▸ Data:
------------------------------------------------

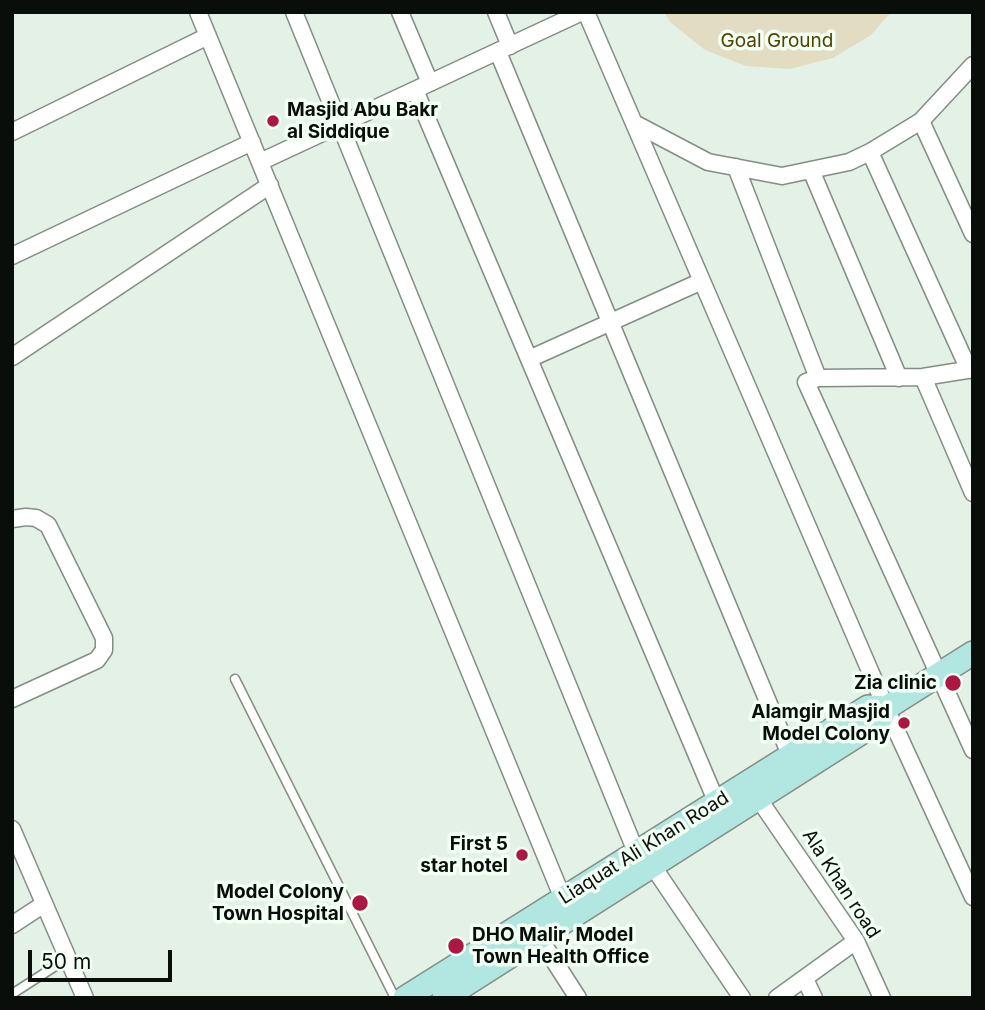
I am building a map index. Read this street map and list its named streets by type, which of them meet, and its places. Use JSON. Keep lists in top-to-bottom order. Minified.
{"streets":{"main road":["Liaquat Ali Khan Road"],"street":["Ala Khan road"]},"crossings":[["Liaquat Ali Khan Road","Ala Khan road"]],"parks":["Goal Ground"],"places":["Masjid Abu Bakr al Siddique","Zia clinic","Alamgir Masjid Model Colony","First 5 star hotel","Model Colony Town Hospital","DHO Malir, Model Town Health Office"],"scale_bar":"50 m"}
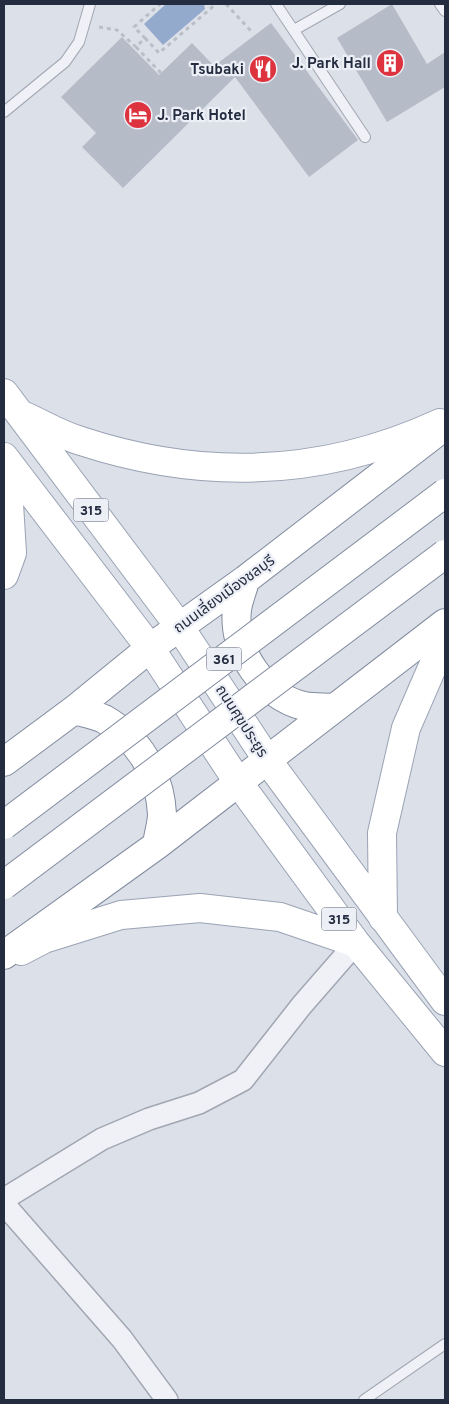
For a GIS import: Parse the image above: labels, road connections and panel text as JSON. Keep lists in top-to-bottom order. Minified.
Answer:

------------------------------------------------

▸ The task: The listing should be transcribed exactly. No picture is to appear in the transcription.

▸ Response to this task:
I am building a map index. Read this street map and list its named streets by type, which of them meet, and its places. Use JSON. Keep lists in top-to-bottom order. Minified.
{"streets":{"main road":["Liaquat Ali Khan Road"],"street":["Ala Khan road"]},"crossings":[["Liaquat Ali Khan Road","Ala Khan road"]],"parks":["Goal Ground"],"places":["Masjid Abu Bakr al Siddique","Zia clinic","Alamgir Masjid Model Colony","First 5 star hotel","Model Colony Town Hospital","DHO Malir, Model Town Health Office"],"scale_bar":"50 m"}
For a GIS import: Parse the image above: labels, road connections and panel text as JSON. Keep lists in top-to-bottom order. Minified.
Answer:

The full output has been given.